RECORDS FOR THE EXERCISE START
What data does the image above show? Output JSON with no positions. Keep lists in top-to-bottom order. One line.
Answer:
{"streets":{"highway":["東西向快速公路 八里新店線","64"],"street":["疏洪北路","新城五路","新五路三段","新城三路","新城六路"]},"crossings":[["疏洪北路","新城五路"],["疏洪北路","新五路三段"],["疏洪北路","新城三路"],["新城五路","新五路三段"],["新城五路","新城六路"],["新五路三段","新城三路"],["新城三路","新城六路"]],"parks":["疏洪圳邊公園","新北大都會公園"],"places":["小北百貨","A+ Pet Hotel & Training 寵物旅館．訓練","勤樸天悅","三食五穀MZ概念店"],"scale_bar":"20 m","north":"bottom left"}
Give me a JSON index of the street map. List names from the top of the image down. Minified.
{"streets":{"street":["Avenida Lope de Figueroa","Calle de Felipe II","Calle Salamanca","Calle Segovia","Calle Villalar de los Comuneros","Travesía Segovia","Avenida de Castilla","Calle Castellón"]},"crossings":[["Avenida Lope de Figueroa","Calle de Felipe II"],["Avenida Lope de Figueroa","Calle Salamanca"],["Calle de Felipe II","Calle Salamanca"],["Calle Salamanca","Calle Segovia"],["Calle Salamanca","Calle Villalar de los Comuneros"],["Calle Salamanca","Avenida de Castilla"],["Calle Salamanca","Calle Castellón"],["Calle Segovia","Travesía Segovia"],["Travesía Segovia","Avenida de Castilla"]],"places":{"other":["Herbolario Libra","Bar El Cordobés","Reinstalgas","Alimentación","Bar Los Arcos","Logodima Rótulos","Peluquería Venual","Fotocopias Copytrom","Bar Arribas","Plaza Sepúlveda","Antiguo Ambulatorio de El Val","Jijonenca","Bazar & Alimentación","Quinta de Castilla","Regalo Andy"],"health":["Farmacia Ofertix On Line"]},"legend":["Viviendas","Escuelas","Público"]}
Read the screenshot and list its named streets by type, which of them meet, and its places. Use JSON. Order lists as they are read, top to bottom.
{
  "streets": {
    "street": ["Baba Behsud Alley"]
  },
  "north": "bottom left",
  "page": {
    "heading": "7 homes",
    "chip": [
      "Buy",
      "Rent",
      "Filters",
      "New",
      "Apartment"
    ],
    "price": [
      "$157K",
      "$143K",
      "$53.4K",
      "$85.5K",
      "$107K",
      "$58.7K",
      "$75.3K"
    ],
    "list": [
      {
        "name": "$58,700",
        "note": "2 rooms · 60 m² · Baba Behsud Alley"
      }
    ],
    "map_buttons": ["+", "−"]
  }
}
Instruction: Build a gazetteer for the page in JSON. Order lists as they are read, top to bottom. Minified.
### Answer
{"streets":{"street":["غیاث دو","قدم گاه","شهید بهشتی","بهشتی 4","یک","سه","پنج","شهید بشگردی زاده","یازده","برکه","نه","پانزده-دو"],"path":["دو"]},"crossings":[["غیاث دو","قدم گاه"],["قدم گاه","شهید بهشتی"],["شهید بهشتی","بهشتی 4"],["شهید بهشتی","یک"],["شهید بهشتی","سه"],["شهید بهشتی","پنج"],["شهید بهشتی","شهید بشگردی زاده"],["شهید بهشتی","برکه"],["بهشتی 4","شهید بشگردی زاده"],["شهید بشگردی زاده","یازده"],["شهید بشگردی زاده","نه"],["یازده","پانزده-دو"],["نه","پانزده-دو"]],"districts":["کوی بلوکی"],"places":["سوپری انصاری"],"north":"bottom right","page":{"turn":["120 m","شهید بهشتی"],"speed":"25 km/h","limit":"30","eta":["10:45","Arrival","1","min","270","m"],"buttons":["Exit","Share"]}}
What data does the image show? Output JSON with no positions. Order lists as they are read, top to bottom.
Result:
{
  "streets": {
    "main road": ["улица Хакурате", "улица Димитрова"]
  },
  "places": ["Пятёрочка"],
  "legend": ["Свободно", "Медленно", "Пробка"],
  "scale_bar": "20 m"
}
RECORDS FOR THE EXERCISE END
- [WORK INSTRUCTIONS]
Reproduce exactly the stretch of the material above that starts at the line with "Read the screenshot" and ends at the line with "What data does the image show?", both included, and nothing else.

- [RESPONSE BELOW]
Read the screenshot and list its named streets by type, which of them meet, and its places. Use JSON. Order lists as they are read, top to bottom.
{
  "streets": {
    "street": ["Baba Behsud Alley"]
  },
  "north": "bottom left",
  "page": {
    "heading": "7 homes",
    "chip": [
      "Buy",
      "Rent",
      "Filters",
      "New",
      "Apartment"
    ],
    "price": [
      "$157K",
      "$143K",
      "$53.4K",
      "$85.5K",
      "$107K",
      "$58.7K",
      "$75.3K"
    ],
    "list": [
      {
        "name": "$58,700",
        "note": "2 rooms · 60 m² · Baba Behsud Alley"
      }
    ],
    "map_buttons": ["+", "−"]
  }
}
Instruction: Build a gazetteer for the page in JSON. Order lists as they are read, top to bottom. Minified.
### Answer
{"streets":{"street":["غیاث دو","قدم گاه","شهید بهشتی","بهشتی 4","یک","سه","پنج","شهید بشگردی زاده","یازده","برکه","نه","پانزده-دو"],"path":["دو"]},"crossings":[["غیاث دو","قدم گاه"],["قدم گاه","شهید بهشتی"],["شهید بهشتی","بهشتی 4"],["شهید بهشتی","یک"],["شهید بهشتی","سه"],["شهید بهشتی","پنج"],["شهید بهشتی","شهید بشگردی زاده"],["شهید بهشتی","برکه"],["بهشتی 4","شهید بشگردی زاده"],["شهید بشگردی زاده","یازده"],["شهید بشگردی زاده","نه"],["یازده","پانزده-دو"],["نه","پانزده-دو"]],"districts":["کوی بلوکی"],"places":["سوپری انصاری"],"north":"bottom right","page":{"turn":["120 m","شهید بهشتی"],"speed":"25 km/h","limit":"30","eta":["10:45","Arrival","1","min","270","m"],"buttons":["Exit","Share"]}}
What data does the image show? Output JSON with no positions. Order lists as they are read, top to bottom.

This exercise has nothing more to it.